● **Prompt**:
What do the lines say from the start of the entries through the one containing "M455 665 461"? Repeat them exactly.

(Data entries)

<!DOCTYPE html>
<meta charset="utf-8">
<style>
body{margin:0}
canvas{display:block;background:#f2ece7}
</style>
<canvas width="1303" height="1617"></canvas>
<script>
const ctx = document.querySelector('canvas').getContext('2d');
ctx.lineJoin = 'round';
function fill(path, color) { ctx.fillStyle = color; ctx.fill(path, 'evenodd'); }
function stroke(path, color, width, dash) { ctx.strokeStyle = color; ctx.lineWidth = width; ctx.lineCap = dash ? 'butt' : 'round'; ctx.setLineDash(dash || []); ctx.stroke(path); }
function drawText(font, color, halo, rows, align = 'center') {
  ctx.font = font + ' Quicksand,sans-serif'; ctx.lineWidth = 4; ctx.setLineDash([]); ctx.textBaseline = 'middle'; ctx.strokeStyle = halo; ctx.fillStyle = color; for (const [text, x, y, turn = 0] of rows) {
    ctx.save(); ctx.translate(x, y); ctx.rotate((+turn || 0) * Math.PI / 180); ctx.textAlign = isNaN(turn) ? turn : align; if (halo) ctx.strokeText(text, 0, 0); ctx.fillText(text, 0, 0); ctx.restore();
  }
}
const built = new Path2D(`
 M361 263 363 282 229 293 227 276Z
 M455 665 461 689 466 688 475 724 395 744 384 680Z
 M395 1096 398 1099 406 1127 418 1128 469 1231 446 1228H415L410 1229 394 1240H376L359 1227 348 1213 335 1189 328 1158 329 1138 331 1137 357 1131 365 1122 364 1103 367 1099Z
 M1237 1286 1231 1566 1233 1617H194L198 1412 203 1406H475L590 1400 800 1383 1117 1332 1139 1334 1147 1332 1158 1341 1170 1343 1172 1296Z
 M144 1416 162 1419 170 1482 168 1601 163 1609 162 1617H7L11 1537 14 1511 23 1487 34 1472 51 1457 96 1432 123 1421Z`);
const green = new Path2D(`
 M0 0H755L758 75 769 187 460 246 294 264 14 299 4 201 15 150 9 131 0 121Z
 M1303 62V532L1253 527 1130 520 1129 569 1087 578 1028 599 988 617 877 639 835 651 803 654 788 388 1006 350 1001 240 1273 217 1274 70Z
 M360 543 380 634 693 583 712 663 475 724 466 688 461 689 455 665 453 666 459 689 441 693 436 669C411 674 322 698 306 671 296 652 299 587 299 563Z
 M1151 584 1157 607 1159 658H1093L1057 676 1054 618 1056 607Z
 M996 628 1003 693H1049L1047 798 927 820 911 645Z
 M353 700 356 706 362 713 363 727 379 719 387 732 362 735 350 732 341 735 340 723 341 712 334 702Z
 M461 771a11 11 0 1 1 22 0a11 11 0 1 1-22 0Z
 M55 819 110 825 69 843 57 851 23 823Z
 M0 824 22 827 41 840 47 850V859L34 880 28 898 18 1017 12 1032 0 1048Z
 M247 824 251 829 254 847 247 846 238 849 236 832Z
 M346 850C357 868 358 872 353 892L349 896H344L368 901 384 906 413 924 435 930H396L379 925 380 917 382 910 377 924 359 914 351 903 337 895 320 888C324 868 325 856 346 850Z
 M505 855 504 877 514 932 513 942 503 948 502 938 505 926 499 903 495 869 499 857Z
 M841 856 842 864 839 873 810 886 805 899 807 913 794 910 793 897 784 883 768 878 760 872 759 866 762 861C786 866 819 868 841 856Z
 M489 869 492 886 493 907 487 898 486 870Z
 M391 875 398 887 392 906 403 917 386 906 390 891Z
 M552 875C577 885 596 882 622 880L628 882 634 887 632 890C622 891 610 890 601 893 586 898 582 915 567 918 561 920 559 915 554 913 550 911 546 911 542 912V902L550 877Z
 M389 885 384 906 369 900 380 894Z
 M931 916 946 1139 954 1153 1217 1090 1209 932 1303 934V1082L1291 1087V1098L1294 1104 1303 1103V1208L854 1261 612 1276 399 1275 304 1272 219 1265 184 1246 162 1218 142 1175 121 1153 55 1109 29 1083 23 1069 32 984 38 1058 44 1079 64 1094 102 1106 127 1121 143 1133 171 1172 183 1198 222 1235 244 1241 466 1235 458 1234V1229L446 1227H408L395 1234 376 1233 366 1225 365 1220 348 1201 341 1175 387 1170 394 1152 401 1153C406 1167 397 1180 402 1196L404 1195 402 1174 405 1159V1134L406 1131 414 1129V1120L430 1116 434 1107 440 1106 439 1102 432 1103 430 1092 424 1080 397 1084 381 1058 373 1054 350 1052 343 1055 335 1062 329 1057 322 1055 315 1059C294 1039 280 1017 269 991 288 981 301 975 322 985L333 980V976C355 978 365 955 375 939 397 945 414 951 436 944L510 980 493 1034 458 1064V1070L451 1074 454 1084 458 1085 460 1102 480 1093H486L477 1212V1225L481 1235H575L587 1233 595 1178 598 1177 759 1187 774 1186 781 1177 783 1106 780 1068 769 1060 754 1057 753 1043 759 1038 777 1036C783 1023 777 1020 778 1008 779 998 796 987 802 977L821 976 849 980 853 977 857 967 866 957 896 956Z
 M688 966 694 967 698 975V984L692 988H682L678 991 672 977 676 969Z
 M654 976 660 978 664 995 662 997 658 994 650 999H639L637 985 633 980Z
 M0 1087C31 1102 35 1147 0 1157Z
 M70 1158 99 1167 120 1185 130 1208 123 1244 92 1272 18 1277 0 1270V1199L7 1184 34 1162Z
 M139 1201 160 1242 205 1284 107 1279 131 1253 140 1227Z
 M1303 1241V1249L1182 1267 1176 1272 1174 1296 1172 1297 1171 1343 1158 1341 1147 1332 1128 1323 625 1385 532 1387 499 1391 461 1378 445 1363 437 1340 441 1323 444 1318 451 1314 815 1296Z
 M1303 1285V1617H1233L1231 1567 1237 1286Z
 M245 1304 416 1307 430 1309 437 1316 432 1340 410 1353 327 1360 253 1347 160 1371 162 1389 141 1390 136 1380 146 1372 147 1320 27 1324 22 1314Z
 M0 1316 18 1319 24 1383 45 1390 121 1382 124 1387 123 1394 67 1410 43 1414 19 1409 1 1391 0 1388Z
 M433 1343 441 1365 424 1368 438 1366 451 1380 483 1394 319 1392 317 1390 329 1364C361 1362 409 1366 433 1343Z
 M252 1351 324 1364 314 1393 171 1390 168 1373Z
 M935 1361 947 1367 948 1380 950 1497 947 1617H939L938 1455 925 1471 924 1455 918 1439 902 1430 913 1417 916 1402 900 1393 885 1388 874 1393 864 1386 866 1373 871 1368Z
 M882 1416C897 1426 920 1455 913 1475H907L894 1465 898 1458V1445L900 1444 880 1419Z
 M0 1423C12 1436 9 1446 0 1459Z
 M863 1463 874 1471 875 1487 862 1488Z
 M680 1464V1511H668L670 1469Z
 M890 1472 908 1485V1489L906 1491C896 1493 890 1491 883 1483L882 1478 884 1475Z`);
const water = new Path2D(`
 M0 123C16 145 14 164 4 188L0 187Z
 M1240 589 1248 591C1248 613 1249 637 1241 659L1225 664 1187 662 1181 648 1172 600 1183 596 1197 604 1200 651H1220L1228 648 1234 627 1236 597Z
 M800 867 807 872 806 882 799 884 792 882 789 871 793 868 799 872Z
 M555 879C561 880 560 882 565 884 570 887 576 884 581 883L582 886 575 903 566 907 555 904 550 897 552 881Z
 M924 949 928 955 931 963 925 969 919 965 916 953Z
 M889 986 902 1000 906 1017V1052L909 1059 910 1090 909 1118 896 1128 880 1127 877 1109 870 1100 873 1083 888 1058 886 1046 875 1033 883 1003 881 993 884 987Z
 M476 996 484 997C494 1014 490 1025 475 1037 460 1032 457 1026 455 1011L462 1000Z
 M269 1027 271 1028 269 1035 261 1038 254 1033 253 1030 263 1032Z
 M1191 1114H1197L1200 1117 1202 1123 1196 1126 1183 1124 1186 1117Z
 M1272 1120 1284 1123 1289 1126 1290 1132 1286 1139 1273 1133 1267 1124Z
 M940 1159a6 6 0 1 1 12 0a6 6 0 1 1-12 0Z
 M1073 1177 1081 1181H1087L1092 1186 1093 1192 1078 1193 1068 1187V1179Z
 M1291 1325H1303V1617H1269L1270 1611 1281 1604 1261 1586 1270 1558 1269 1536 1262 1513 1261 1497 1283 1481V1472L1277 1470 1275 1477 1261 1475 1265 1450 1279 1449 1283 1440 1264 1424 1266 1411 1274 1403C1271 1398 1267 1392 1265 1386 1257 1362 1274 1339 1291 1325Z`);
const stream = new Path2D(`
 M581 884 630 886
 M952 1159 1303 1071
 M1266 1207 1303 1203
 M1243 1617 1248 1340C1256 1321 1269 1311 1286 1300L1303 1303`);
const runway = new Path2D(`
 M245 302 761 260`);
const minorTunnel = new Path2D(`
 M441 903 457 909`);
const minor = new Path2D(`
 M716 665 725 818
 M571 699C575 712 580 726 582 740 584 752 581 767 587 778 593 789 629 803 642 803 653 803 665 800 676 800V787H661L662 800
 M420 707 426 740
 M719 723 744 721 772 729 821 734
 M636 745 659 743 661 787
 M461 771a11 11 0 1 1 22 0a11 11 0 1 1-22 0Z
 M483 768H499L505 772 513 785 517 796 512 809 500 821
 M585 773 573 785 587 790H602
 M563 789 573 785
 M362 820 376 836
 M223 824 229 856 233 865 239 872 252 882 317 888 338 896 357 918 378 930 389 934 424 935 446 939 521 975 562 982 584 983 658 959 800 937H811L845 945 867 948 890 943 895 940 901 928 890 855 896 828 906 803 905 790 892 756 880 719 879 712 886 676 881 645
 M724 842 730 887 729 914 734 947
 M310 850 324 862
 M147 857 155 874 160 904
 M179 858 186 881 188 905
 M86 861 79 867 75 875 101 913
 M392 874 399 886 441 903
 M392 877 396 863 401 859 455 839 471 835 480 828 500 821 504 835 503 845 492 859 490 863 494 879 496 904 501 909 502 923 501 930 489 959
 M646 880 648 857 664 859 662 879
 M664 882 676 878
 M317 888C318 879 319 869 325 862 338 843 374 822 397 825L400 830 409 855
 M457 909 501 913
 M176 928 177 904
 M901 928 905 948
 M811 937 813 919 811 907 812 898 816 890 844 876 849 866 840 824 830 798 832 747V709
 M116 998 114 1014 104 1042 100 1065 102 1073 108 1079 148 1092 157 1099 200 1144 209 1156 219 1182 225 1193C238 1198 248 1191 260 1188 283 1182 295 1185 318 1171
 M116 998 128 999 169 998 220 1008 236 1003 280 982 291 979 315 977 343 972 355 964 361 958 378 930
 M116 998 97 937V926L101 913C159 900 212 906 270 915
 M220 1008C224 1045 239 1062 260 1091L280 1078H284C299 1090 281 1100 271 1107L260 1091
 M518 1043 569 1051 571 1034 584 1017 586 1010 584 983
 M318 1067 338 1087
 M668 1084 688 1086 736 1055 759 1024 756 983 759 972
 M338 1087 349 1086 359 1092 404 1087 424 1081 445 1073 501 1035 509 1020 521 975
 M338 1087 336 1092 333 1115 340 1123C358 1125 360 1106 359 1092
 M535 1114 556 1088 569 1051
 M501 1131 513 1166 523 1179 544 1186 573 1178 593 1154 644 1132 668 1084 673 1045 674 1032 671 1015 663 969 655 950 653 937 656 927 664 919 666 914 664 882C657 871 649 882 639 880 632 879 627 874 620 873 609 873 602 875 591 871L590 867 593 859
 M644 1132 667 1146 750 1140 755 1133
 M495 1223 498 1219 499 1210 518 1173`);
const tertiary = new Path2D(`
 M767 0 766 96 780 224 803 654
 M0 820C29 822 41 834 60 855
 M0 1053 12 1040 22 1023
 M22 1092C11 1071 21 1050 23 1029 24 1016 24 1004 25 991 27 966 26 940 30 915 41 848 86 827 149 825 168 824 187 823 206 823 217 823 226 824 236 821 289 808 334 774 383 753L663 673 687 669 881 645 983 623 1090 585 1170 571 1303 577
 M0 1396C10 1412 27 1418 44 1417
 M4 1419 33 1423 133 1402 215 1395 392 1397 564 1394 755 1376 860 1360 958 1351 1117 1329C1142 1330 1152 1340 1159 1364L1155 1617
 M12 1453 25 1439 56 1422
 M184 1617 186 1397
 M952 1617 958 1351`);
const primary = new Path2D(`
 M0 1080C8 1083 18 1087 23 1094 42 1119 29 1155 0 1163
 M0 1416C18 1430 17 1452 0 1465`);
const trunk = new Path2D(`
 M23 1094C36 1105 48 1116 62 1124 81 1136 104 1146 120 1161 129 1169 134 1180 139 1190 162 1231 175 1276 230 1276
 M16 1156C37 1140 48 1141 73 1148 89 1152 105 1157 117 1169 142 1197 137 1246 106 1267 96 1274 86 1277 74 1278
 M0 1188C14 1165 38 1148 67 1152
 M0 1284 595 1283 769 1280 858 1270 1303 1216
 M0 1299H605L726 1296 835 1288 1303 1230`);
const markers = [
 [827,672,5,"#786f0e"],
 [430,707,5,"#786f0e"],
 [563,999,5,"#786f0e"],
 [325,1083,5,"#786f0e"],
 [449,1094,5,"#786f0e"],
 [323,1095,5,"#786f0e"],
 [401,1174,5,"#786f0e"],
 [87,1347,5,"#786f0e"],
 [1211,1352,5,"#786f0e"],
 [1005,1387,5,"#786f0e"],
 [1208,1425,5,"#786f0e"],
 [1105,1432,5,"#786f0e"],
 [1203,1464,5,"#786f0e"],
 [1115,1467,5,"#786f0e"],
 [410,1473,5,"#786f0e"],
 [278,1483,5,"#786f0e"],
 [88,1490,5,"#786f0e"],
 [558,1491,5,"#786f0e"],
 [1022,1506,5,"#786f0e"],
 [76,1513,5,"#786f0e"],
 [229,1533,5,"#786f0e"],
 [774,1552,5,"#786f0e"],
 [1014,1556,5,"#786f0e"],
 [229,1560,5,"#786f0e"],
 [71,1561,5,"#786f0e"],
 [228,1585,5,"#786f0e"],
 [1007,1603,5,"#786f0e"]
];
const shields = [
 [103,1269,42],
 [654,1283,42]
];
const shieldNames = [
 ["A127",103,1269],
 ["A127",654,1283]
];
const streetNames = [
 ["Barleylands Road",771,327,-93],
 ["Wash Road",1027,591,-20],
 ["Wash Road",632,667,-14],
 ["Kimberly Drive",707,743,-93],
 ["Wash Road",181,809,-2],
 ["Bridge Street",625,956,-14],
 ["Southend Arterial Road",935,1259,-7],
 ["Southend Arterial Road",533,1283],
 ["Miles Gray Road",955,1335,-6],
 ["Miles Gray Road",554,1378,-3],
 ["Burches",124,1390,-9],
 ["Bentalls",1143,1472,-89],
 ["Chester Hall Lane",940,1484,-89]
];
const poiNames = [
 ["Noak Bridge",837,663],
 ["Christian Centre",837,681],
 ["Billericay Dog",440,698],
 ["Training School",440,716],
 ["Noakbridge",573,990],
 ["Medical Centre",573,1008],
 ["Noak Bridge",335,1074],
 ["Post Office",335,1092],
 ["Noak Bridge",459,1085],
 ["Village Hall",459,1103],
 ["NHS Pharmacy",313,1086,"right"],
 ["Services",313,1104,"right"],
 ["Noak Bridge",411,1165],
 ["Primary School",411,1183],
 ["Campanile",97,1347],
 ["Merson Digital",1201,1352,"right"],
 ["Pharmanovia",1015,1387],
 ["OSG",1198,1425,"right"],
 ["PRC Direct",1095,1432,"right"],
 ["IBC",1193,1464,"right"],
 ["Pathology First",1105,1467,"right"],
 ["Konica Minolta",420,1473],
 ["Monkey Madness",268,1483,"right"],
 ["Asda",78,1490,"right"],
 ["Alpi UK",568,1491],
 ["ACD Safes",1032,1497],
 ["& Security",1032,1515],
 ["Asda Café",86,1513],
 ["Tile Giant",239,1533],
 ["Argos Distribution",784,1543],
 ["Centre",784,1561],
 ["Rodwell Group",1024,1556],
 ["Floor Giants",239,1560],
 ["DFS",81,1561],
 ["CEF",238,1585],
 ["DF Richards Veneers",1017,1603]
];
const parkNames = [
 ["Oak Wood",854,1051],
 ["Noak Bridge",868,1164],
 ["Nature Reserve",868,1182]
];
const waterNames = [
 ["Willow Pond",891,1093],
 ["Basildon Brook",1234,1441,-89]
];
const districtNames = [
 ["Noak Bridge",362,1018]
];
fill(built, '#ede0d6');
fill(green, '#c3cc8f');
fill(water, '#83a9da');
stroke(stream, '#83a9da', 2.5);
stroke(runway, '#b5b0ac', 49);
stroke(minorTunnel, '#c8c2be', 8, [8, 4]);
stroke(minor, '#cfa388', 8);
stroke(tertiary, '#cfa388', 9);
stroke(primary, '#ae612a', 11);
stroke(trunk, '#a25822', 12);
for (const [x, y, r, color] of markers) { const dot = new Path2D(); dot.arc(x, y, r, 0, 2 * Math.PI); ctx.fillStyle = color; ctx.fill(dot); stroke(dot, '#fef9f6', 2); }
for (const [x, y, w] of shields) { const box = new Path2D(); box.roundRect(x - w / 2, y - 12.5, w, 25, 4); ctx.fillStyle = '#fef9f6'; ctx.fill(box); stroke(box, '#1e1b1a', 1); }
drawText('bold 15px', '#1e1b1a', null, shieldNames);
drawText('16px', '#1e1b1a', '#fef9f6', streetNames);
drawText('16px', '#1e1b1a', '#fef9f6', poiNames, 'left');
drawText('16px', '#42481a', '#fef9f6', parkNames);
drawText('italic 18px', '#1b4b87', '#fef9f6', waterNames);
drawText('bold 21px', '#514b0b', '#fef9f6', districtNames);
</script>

● **Answer below**:
<!DOCTYPE html>
<meta charset="utf-8">
<style>
body{margin:0}
canvas{display:block;background:#f2ece7}
</style>
<canvas width="1303" height="1617"></canvas>
<script>
const ctx = document.querySelector('canvas').getContext('2d');
ctx.lineJoin = 'round';
function fill(path, color) { ctx.fillStyle = color; ctx.fill(path, 'evenodd'); }
function stroke(path, color, width, dash) { ctx.strokeStyle = color; ctx.lineWidth = width; ctx.lineCap = dash ? 'butt' : 'round'; ctx.setLineDash(dash || []); ctx.stroke(path); }
function drawText(font, color, halo, rows, align = 'center') {
  ctx.font = font + ' Quicksand,sans-serif'; ctx.lineWidth = 4; ctx.setLineDash([]); ctx.textBaseline = 'middle'; ctx.strokeStyle = halo; ctx.fillStyle = color; for (const [text, x, y, turn = 0] of rows) {
    ctx.save(); ctx.translate(x, y); ctx.rotate((+turn || 0) * Math.PI / 180); ctx.textAlign = isNaN(turn) ? turn : align; if (halo) ctx.strokeText(text, 0, 0); ctx.fillText(text, 0, 0); ctx.restore();
  }
}
const built = new Path2D(`
 M361 263 363 282 229 293 227 276Z
 M455 665 461 689 466 688 475 724 395 744 384 680Z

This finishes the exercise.